The fact that VCs have put a significant amount of money into crypto firms suggests that they believe there is some significant technology at stake. Arguably, these large-scale investors presume crypto is still in its infancy, and don’t want to miss out on what many call the biggest investment opportunity since the inception of the world wide web. 

VC investments can also imply that the crypto industry has matured enough and has passed its “Wild West” era. Recent moves by regulatory bodies, including the US SEC that ensured investors of no upcoming ban on the crypto sector, further underscore this perspective. 

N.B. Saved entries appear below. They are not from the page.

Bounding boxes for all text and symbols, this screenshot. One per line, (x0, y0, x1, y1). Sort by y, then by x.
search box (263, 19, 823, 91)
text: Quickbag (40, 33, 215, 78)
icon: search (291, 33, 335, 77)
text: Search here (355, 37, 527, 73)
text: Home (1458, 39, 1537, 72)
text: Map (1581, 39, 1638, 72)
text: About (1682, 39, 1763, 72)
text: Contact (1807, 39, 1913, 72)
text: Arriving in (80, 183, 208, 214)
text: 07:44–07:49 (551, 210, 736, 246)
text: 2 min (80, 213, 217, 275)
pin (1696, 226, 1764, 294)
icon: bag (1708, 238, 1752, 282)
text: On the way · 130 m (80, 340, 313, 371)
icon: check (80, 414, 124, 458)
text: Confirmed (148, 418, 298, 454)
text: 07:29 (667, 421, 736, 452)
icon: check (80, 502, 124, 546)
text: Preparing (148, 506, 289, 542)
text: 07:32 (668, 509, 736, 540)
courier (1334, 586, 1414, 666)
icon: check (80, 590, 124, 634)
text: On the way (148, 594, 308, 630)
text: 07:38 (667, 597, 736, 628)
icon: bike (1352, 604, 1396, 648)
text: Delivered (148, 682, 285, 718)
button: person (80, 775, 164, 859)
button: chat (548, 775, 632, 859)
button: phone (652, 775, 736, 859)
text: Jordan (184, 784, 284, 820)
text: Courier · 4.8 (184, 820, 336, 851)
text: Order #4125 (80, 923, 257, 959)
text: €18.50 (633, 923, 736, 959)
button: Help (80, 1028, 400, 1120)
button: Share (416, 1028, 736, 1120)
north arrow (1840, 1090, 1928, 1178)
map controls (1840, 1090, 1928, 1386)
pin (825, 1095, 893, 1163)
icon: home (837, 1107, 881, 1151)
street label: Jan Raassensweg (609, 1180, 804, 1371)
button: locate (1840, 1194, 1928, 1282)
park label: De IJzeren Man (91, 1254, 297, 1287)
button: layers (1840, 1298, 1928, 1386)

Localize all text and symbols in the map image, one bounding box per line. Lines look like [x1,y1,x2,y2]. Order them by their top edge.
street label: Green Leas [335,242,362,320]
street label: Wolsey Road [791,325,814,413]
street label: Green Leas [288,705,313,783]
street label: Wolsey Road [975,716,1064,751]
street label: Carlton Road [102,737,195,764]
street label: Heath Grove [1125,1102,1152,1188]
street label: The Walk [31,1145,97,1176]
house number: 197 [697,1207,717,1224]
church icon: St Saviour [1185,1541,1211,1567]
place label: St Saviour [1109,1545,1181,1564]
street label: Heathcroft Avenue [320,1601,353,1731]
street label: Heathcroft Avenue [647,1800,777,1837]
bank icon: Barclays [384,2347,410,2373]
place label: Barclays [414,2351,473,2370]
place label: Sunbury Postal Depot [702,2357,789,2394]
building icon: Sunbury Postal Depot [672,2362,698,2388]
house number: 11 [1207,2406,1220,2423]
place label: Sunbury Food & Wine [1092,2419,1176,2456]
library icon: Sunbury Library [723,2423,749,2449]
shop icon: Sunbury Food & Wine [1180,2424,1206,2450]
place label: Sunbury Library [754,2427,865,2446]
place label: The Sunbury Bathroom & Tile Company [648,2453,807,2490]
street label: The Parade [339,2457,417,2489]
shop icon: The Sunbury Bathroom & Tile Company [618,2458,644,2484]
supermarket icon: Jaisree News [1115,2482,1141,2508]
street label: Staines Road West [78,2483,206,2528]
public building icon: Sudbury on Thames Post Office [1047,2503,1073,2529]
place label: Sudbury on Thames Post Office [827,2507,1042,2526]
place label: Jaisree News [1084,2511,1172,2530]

On the other hand, some experts view this as an indication that digital assets have gone mainstream. For instance, Spencer Bogart, general partner at San Francisco-based Blockchain Capital LLC, believes the industry is in full swing and has grown into an entire ecosystem. He said

“We’ve moved beyond just digital gold. We’ve got financial services, art, gaming as a subcategory of NFTs, Web 3.0, decentralized social media, play-to-earn — all of that made investors think, `We don’t have enough exposure.” 

Meanwhile, not everyone in the crypto sector is happy with the influx of institutional investors and VCs. For one, Twitter and Block co-founder Jack Dorsey has scrutinized Web 3.0, claiming that it is centralized – owned by VCs – which contradicts crypto’s core ethos of decentralization.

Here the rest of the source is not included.